Try it: Gather all lines in the data that hold the string "overflow".

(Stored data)
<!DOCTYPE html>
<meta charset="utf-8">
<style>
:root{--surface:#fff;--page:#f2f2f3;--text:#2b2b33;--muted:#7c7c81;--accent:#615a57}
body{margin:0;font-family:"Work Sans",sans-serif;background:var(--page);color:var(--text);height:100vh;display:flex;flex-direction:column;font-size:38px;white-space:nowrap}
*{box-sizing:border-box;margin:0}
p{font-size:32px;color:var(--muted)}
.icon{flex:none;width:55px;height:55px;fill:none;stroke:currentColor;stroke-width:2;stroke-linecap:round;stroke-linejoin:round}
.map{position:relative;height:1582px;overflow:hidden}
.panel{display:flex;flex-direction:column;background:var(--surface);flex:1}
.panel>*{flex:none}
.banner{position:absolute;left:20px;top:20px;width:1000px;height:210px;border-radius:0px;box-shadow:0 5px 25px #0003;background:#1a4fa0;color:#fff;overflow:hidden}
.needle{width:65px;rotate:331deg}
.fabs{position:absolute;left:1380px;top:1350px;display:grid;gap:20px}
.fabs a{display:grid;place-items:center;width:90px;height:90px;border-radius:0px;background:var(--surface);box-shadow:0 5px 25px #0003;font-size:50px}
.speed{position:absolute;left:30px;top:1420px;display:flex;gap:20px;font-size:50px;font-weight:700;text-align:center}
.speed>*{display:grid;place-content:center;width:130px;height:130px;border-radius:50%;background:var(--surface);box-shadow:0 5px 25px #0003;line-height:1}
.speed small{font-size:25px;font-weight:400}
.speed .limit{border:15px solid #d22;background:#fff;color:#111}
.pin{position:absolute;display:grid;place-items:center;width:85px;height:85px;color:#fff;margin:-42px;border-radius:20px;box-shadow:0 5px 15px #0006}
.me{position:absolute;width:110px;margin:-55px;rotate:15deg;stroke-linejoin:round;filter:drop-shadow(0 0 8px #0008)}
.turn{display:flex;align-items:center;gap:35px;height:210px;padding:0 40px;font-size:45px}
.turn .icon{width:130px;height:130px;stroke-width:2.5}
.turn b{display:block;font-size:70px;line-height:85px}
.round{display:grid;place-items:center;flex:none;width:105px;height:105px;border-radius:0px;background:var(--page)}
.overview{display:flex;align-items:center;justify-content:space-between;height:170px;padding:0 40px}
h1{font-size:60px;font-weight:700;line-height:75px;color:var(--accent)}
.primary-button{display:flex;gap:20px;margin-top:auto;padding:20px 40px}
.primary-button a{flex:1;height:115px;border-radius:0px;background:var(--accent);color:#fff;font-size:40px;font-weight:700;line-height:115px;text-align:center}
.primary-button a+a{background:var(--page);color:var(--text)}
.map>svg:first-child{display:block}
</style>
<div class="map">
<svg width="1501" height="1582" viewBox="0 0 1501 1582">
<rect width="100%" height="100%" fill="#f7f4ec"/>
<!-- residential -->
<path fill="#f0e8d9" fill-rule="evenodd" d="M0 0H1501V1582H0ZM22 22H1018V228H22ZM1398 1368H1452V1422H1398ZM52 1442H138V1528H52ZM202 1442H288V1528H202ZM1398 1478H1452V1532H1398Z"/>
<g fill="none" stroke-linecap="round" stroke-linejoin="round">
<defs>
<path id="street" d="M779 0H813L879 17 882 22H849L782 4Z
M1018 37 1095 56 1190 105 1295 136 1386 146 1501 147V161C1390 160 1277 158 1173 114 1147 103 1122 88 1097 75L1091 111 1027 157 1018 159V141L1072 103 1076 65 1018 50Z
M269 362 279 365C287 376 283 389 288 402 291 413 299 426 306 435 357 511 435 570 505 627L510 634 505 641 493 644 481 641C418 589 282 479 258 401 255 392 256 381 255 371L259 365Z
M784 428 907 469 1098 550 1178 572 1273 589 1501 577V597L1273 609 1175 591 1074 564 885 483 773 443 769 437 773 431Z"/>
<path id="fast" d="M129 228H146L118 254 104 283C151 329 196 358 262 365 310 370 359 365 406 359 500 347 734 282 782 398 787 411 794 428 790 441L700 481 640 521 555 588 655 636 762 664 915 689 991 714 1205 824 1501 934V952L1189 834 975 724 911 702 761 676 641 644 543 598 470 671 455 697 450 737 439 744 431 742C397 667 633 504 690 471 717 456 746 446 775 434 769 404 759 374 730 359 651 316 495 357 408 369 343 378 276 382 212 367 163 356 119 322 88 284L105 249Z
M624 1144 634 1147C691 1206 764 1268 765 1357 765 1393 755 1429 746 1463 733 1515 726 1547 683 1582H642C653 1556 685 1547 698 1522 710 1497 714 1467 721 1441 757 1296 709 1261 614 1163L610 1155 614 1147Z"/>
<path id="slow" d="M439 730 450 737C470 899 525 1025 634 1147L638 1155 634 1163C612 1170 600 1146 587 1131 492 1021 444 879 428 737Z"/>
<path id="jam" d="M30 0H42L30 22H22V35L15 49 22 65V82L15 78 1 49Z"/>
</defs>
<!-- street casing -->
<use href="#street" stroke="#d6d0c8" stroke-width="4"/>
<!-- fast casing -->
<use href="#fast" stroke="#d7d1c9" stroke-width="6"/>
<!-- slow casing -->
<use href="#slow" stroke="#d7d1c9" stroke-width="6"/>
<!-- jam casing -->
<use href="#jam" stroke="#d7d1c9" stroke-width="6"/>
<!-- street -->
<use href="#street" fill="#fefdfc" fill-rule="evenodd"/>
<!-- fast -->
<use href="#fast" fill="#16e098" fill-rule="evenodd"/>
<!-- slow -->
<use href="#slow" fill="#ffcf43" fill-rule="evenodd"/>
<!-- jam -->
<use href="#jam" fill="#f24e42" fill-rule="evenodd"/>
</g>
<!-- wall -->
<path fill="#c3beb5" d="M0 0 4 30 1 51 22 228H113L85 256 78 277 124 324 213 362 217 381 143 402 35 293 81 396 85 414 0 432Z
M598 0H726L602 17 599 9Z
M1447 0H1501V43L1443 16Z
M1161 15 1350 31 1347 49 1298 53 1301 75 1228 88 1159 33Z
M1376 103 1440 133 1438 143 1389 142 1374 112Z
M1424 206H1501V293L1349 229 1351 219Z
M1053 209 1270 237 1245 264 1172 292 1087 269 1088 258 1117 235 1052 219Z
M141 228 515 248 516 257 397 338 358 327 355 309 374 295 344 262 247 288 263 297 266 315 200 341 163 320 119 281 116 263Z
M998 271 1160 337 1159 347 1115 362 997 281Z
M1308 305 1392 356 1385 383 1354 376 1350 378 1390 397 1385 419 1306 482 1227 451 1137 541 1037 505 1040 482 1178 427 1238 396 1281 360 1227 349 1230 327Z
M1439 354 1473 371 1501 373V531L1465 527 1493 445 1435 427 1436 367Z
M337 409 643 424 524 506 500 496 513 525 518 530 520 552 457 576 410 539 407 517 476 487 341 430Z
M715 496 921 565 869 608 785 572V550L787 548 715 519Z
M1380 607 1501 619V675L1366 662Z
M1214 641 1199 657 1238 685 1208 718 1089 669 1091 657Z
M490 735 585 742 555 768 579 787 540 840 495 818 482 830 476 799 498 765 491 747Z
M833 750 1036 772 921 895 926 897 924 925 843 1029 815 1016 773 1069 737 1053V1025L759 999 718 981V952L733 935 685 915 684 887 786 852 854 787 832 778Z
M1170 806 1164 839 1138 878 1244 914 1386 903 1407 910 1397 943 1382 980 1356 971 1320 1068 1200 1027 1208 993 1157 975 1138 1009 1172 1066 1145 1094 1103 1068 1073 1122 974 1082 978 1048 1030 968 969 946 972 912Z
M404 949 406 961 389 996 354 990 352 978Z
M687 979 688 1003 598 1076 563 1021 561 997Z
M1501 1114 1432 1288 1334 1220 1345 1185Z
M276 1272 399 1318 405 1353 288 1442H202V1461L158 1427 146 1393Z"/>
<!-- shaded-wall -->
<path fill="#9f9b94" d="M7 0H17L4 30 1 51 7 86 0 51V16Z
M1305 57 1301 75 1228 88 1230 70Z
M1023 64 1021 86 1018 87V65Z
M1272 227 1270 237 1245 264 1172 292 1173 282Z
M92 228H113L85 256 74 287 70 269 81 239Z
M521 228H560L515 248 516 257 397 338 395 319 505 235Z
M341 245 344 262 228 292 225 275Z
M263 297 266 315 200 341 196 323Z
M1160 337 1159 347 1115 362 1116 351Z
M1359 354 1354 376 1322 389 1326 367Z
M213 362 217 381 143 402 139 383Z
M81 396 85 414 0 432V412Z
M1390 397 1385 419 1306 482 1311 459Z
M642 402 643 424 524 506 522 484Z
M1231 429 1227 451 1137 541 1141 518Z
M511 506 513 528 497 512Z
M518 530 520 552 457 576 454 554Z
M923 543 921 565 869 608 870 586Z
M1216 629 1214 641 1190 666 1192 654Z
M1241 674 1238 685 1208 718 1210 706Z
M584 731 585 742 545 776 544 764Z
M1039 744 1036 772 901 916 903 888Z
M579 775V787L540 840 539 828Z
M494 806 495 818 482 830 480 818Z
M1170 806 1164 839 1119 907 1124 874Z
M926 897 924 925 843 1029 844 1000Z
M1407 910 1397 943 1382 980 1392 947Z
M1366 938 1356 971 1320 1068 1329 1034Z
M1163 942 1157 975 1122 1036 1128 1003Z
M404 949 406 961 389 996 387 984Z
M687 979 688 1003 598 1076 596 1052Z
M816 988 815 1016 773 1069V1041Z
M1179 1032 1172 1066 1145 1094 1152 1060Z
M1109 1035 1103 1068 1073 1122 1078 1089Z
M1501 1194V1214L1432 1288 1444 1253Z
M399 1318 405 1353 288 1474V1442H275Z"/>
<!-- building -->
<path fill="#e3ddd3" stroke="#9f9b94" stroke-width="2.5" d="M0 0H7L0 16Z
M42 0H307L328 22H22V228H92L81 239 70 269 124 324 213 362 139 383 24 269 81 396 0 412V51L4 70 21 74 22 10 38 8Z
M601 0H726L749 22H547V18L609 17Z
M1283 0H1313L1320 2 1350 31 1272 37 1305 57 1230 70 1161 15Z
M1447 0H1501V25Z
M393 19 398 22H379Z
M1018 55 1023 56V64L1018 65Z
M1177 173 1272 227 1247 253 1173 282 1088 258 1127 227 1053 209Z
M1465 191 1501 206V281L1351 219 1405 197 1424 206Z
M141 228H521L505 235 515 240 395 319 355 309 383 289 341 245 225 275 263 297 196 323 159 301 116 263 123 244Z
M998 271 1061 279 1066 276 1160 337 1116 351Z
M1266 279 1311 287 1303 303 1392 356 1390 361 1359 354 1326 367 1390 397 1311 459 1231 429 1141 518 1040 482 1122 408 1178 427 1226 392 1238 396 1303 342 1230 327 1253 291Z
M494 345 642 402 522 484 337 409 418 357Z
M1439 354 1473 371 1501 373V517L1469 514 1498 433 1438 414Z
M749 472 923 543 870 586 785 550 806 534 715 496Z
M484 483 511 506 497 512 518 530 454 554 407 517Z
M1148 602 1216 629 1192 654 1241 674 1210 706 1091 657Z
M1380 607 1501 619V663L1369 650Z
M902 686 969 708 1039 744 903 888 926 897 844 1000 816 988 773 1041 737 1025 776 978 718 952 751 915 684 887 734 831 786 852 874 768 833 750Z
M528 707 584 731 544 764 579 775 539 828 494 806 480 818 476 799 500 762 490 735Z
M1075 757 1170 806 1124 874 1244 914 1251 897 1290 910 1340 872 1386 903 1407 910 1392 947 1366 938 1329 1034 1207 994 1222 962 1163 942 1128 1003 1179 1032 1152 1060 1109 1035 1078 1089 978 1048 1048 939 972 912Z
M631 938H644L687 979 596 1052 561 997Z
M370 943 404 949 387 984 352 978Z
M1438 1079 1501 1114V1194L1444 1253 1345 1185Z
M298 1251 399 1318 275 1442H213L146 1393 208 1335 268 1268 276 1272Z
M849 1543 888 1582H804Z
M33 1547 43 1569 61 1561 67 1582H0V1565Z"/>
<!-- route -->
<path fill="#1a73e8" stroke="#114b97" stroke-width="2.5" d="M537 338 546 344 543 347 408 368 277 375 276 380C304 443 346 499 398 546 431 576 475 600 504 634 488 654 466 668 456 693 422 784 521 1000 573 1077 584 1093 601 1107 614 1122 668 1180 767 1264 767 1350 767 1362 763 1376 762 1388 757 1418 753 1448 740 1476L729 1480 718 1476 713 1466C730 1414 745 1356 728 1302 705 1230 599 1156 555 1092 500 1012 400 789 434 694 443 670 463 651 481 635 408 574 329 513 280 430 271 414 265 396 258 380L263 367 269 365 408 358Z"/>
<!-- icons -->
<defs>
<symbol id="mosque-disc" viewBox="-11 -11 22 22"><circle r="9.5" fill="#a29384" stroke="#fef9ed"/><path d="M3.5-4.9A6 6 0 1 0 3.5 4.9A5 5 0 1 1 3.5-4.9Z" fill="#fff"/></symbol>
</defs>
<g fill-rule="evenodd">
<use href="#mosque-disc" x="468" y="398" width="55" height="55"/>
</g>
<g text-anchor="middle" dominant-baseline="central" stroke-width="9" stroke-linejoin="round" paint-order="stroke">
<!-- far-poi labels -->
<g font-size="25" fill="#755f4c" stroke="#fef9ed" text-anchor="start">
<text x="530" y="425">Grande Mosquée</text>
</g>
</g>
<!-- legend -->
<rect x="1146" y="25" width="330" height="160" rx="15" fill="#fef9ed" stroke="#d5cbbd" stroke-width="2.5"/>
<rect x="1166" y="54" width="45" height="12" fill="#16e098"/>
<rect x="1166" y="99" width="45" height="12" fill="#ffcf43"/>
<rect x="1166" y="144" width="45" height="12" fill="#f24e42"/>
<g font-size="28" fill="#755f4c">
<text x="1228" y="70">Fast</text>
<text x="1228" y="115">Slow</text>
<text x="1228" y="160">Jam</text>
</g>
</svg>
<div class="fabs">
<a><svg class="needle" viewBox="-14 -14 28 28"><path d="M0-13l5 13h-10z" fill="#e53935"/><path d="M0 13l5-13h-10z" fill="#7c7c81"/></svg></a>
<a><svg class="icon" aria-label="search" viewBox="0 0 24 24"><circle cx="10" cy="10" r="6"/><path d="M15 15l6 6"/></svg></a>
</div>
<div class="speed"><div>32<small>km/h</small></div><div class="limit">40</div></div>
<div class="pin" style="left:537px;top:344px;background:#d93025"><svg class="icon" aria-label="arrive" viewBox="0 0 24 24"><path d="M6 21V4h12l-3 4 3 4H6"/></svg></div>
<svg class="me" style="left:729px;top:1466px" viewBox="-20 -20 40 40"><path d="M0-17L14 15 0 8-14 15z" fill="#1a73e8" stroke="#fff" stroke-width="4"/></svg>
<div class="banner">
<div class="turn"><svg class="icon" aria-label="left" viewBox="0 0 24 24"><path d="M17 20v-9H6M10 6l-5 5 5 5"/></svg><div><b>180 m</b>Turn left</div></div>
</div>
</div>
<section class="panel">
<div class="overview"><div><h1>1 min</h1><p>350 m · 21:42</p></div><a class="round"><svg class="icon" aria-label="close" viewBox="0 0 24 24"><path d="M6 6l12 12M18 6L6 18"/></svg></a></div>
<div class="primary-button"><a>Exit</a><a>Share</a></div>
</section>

Result of this task:
.map{position:relative;height:1582px;overflow:hidden}
.banner{position:absolute;left:20px;top:20px;width:1000px;height:210px;border-radius:0px;box-shadow:0 5px 25px #0003;background:#1a4fa0;color:#fff;overflow:hidden}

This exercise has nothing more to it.